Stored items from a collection
□ □ □ □ □

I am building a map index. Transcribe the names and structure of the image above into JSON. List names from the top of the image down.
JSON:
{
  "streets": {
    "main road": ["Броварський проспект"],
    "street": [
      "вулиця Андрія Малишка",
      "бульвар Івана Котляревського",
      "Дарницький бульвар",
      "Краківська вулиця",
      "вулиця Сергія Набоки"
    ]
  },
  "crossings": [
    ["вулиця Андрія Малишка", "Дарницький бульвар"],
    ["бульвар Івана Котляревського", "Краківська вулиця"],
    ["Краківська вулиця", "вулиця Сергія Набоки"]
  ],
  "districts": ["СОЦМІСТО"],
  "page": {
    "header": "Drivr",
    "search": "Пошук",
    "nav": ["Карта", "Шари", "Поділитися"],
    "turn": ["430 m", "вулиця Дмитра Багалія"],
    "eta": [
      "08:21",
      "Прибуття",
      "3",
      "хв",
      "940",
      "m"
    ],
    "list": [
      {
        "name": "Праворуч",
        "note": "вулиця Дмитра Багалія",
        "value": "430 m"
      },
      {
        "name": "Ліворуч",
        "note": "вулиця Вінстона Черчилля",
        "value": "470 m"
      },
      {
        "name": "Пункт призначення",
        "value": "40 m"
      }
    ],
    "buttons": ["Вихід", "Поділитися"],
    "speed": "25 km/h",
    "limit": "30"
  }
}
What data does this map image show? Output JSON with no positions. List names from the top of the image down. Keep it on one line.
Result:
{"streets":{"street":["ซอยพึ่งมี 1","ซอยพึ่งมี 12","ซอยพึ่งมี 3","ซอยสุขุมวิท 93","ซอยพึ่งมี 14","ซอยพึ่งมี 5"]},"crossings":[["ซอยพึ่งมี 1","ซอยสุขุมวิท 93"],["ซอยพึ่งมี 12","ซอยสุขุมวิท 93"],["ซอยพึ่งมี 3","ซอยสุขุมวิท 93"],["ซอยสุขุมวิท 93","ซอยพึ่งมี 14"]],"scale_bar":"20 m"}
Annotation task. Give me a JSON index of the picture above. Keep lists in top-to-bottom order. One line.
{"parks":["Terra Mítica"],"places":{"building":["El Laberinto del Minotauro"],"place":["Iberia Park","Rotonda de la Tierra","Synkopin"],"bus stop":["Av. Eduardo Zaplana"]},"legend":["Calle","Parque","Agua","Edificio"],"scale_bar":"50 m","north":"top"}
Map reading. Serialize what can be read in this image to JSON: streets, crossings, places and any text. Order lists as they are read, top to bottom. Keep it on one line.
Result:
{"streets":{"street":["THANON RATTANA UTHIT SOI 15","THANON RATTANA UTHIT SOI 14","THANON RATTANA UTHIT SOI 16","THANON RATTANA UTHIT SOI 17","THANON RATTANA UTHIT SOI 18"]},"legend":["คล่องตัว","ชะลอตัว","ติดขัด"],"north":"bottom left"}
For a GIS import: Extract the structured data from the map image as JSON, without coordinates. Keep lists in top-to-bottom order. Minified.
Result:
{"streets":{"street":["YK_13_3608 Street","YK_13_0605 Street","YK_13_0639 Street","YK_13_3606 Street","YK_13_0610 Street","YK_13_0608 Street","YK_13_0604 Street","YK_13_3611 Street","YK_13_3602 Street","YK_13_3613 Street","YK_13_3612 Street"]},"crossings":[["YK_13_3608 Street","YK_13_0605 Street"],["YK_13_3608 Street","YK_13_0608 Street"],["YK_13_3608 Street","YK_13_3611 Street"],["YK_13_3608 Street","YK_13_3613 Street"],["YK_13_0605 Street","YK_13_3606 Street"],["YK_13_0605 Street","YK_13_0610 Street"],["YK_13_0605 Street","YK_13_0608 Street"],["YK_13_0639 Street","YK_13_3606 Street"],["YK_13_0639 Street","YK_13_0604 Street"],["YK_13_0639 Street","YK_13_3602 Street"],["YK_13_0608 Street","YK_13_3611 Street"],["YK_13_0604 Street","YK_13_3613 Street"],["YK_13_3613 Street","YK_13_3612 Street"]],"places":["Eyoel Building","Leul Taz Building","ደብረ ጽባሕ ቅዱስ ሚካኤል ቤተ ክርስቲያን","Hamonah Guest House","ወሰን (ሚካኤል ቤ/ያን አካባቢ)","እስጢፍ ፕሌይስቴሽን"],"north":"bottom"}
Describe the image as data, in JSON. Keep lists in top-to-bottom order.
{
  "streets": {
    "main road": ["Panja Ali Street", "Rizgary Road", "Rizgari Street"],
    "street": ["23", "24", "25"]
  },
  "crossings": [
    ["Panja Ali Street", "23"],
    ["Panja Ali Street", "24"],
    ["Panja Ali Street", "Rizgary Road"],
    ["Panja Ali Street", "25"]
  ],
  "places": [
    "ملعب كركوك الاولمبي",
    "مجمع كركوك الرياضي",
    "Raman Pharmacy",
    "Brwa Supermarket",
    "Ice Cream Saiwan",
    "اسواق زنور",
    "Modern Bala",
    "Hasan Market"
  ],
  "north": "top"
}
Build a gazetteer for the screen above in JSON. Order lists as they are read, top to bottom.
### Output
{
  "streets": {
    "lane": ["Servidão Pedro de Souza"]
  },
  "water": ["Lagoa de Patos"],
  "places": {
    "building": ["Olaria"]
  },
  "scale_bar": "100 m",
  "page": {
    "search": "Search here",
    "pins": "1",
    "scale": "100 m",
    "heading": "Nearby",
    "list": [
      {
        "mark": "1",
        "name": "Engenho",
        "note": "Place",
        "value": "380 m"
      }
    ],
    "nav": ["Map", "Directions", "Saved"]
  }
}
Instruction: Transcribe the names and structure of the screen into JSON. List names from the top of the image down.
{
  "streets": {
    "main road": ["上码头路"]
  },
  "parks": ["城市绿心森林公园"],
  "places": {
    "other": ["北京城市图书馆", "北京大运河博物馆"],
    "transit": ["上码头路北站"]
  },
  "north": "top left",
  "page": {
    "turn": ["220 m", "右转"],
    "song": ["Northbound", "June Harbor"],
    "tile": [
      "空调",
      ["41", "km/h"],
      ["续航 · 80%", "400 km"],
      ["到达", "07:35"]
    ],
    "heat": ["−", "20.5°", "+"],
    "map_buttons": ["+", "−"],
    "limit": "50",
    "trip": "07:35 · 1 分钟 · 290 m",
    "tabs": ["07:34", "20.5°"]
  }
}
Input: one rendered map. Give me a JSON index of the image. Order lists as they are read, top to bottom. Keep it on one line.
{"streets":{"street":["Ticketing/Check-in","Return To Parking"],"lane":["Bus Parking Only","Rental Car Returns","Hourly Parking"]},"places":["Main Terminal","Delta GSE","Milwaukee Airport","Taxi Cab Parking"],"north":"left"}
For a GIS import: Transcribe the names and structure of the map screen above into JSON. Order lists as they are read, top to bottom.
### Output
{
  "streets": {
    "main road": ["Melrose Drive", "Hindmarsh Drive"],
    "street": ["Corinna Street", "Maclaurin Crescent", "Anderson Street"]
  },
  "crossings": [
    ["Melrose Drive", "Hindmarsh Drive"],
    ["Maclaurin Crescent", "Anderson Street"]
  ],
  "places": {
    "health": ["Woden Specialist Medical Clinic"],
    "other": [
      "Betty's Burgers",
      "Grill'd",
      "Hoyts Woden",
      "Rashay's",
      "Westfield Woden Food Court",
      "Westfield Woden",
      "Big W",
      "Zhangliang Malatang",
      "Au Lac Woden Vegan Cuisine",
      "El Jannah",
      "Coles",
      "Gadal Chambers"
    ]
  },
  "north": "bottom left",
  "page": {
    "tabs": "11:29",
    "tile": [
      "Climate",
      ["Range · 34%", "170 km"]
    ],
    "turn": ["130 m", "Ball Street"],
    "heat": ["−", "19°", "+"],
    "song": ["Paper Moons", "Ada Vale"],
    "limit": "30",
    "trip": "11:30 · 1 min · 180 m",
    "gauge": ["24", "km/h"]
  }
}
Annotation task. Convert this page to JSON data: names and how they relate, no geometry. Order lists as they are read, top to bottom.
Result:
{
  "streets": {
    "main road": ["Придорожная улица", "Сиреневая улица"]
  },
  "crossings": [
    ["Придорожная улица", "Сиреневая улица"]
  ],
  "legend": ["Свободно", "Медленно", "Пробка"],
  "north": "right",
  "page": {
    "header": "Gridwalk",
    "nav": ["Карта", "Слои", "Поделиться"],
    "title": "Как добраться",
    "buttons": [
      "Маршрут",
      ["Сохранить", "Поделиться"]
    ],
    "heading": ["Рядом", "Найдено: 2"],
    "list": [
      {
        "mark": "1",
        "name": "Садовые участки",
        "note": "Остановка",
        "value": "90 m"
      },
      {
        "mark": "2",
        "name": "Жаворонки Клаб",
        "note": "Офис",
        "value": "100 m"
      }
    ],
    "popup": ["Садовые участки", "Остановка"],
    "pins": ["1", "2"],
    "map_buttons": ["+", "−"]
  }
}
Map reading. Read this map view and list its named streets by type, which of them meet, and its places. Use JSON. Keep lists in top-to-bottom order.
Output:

□ □ □ □ □

▸ **REQUIREMENT**: Search the records above for "reading". Copy each line where it is found.

▸ **EXERCISE RESPONSE**:
Map reading. Serialize what can be read in this image to JSON: streets, crossings, places and any text. Order lists as they are read, top to bottom. Keep it on one line.
Map reading. Read this map view and list its named streets by type, which of them meet, and its places. Use JSON. Keep lists in top-to-bottom order.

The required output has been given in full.